Definitely. So, as you noted, Joey, it is a phase one study. It is an immunogenicity study in healthy volunteers. So, the primary endpoint is obviously safety plus immunogenicity. And so, the answer is we expect to have an understanding of, one, is the insert, which is obviously for CD8 T cell responses, or sorry, rather CD8 T cell responses against the cassette. Then the next question is, if we do, what type of T cells are we creating? Are we creating what we're calling effector memory T cells, which are really T cells that are very special, that reside in the mucosa, they're ready to fight, they don't need to multiply before they can have impact. And then third, if possible, to understand what type of HLA restriction they have and whether or not, for example, they will be restricted by MHCE, which is something that will be a very unique immune response, which might be harder for the virus to overcome. So all those are things we are looking for in our immunologic readouts. We are planning initial data from those immunologic readouts next year.

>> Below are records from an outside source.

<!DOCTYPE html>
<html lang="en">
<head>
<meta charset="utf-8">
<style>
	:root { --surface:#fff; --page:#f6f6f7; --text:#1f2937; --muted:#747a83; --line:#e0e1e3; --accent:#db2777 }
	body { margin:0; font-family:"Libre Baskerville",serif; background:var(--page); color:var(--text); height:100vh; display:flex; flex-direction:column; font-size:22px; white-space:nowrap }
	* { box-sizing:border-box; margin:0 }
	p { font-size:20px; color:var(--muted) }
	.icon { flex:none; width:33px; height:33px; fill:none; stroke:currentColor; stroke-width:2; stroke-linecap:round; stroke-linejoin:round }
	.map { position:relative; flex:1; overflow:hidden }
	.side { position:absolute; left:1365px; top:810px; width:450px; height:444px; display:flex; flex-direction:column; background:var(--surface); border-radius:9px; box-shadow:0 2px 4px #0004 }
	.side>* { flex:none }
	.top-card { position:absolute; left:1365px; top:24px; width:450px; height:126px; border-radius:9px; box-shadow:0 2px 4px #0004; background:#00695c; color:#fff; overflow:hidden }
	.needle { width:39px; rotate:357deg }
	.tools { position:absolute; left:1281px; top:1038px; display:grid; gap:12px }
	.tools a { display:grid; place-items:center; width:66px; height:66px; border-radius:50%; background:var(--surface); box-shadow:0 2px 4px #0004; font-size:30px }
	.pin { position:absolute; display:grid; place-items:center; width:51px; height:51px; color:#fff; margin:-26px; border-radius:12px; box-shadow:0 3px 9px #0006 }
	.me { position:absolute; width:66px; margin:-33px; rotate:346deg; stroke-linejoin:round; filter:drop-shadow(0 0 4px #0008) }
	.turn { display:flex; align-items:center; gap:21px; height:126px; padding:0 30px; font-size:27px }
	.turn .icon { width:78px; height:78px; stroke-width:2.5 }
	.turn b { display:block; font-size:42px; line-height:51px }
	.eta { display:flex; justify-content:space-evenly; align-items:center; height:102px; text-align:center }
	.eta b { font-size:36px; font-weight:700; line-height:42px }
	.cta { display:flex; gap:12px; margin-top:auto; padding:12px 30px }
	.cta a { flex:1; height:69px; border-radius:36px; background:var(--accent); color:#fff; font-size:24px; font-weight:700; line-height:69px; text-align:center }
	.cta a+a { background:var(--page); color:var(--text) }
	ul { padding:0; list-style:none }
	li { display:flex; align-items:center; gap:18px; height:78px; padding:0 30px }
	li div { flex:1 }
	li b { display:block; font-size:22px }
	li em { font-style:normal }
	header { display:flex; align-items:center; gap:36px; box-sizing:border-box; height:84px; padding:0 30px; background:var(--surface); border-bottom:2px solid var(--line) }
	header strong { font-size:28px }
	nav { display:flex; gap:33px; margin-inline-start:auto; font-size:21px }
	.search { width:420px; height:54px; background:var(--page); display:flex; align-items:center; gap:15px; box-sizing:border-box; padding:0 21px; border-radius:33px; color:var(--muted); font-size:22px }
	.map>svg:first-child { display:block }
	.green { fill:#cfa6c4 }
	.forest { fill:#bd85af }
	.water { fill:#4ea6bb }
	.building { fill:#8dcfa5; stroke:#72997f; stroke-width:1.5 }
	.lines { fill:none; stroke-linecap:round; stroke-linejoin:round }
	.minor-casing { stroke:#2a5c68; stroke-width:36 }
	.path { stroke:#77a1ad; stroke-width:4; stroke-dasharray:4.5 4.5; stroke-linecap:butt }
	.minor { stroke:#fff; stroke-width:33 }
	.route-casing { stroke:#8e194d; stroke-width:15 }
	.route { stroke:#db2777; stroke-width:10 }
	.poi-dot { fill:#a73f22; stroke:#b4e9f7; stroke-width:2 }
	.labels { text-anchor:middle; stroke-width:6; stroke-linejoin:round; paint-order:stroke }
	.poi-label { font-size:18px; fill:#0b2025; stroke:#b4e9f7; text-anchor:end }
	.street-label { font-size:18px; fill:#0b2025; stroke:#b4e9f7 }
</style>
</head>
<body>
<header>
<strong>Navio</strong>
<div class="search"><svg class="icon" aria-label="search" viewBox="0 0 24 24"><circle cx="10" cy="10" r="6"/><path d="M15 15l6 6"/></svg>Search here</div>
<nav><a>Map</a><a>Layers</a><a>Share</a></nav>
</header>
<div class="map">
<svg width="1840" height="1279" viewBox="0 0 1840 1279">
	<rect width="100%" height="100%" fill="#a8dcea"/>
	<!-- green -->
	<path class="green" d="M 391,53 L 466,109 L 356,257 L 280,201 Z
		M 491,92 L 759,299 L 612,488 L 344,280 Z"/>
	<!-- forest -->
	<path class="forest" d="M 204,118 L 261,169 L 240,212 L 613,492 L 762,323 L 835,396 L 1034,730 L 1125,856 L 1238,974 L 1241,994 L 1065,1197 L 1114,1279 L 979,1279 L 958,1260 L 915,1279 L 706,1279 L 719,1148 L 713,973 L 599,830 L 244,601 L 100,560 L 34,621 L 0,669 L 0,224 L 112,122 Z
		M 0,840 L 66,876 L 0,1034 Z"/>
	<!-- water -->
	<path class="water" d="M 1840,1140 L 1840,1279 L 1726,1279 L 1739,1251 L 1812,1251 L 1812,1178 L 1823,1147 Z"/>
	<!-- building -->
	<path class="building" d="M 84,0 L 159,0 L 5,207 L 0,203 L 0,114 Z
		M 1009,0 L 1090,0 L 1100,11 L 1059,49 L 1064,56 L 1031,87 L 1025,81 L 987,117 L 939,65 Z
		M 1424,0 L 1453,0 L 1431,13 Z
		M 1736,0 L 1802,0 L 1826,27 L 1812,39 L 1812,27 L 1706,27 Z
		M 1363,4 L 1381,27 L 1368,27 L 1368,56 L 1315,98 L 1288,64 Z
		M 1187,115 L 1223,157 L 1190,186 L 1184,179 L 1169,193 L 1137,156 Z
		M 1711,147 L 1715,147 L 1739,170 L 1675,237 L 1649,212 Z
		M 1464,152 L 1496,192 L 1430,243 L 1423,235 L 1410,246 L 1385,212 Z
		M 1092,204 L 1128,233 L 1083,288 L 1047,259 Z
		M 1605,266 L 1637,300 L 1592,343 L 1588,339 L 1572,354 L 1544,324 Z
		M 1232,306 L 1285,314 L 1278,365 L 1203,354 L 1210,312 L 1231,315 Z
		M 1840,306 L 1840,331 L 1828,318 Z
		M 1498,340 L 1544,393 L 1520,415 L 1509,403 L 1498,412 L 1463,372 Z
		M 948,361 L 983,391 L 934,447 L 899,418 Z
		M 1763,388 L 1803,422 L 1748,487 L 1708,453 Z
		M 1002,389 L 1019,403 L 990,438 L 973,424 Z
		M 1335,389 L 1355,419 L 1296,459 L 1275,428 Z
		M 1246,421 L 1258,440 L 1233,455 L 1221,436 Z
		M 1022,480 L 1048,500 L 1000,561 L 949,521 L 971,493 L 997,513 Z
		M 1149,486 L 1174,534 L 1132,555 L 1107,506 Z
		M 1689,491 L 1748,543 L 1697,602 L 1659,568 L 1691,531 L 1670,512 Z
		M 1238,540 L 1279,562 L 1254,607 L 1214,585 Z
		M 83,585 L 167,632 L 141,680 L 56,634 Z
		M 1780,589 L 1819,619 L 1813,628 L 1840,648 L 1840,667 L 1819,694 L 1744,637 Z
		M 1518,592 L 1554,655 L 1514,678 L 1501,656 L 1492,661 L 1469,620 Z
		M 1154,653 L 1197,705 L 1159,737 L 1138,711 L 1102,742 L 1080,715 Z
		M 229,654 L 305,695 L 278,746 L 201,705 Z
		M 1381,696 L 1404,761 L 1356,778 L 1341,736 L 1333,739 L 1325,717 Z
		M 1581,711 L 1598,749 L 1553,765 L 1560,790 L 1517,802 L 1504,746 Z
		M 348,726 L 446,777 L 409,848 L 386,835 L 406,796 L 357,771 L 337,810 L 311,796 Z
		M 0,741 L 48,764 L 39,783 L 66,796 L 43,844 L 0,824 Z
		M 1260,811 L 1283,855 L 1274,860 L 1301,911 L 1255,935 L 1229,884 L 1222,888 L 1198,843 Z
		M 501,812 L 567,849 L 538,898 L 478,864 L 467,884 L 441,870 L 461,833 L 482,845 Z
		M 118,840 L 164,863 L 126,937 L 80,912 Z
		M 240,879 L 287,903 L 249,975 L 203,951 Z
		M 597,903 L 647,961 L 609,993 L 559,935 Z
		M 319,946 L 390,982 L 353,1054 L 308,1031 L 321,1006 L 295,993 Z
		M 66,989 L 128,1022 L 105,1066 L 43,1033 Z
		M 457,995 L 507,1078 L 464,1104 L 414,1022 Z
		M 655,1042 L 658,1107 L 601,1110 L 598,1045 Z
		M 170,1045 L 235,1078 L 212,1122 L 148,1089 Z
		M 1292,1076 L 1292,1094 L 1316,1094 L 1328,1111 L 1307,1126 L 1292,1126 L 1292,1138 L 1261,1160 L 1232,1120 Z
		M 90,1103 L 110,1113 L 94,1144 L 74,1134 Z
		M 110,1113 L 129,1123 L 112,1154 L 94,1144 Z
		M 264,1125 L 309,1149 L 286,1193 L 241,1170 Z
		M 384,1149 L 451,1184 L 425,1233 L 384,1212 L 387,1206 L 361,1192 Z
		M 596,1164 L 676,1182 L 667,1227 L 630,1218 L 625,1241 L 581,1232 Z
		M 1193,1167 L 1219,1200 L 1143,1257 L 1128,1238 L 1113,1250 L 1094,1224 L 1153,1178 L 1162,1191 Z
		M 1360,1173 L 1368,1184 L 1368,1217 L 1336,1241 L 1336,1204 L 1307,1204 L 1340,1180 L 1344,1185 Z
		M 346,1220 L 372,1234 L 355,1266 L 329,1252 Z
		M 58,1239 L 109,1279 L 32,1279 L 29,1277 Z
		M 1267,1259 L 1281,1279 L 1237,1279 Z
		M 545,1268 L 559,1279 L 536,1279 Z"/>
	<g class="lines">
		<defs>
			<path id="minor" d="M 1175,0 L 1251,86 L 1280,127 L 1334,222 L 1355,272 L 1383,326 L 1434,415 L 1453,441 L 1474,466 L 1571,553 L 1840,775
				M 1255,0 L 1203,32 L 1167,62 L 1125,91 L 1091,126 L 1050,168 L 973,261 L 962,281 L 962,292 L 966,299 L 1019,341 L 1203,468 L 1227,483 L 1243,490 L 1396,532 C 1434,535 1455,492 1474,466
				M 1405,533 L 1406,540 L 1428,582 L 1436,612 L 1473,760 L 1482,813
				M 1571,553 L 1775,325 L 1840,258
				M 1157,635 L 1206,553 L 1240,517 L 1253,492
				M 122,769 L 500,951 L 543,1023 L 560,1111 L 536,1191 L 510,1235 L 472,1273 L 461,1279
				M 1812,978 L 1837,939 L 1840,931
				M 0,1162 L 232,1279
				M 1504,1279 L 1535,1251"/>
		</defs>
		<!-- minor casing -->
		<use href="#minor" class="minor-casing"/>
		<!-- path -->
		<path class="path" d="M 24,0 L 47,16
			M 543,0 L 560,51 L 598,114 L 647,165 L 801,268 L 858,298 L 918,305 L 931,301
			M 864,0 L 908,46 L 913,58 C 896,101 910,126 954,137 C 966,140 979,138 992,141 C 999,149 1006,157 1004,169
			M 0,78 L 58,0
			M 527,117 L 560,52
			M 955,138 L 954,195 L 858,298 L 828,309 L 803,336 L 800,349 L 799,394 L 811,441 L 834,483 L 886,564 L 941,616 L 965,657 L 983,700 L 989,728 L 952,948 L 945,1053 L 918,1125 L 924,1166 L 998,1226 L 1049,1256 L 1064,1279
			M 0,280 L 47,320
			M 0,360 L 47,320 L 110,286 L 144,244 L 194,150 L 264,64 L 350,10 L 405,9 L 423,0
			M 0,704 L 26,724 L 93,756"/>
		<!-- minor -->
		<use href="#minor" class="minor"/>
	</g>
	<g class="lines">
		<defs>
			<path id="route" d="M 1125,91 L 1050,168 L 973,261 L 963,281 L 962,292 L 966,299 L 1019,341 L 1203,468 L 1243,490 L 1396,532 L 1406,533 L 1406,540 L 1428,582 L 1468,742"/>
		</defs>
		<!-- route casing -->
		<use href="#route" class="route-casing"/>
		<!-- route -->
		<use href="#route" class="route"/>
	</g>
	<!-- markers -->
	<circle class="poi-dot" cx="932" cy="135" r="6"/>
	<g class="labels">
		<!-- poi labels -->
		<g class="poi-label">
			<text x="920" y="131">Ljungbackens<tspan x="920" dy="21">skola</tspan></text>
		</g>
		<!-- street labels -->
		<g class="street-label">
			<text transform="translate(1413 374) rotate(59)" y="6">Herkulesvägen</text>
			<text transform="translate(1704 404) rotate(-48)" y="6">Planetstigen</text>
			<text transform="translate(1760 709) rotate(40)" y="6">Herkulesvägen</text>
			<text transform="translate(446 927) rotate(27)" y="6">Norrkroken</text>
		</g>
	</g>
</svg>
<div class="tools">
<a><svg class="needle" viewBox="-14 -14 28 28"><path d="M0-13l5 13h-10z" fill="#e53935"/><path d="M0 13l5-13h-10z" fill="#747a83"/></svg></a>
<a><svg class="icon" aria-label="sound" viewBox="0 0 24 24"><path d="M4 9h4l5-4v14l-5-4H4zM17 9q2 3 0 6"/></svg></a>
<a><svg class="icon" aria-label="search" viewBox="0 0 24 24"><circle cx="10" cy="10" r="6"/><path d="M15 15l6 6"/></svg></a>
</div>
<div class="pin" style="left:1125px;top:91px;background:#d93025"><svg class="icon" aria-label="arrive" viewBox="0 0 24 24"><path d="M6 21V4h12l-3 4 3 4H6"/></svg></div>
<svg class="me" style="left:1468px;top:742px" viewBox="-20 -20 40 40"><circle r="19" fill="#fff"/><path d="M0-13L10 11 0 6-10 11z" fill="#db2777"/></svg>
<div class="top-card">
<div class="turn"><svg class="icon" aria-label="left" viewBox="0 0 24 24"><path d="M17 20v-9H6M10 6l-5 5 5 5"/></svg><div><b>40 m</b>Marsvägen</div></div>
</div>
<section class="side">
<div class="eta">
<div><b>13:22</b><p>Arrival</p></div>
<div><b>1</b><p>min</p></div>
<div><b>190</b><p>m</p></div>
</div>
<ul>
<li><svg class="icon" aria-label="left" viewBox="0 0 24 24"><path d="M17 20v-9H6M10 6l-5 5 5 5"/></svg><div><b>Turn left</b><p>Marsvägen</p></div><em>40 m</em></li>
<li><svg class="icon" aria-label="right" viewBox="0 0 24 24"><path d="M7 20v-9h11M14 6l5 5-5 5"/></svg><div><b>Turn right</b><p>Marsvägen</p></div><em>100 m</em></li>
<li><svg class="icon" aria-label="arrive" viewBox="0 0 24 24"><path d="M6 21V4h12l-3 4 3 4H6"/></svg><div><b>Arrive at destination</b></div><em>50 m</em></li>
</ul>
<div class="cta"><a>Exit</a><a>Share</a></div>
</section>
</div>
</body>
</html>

Right. And then maybe just to add that, you know, the HCNB-based vaccine, or what we call the T-cell platform, I mean, learning Those initial data for HIV will also really be helpful in guiding us for our next investigational T cell vaccine that is focused on HPV.
Thank you for taking our question.
Thank you, Joy. And I'll now turn the conference back over to Dr. Marianne DeBacker for closing remarks.
Okay, thank you, operator, and thank you all again for your time and attention today. To close, I just want to leave you with these couple of takeaways. First, we continue to make progress on our clinical programs, and you can expect new data from our ongoing Phase II chronic hepatitis B and chronic hepatitis Delta clinical trials to be presented on November 13th. Second, we are expanding our strategic focus beyond infectious disease, first to autoimmune diseases and immuno-oncology. We are also pioneering the discovery of RNA-delivered monoclonal antibodies, thanks to the help and new funding from BARDA. And lastly, the $1.7 billion in cash and investments that we have available supports the advancement of our hepatitis B and Delta clinical trials, and our core antibody platform, yet additionally, it enables us to evaluate complementary external opportunities that strengthen our existing platforms and pipelines. So, thank you again, all of you, for joining us today. We really appreciate your time and your interest in VIEW. Operator, you may hand the call.
Thank you all for joining. This does conclude today's meeting. You may now disconnect.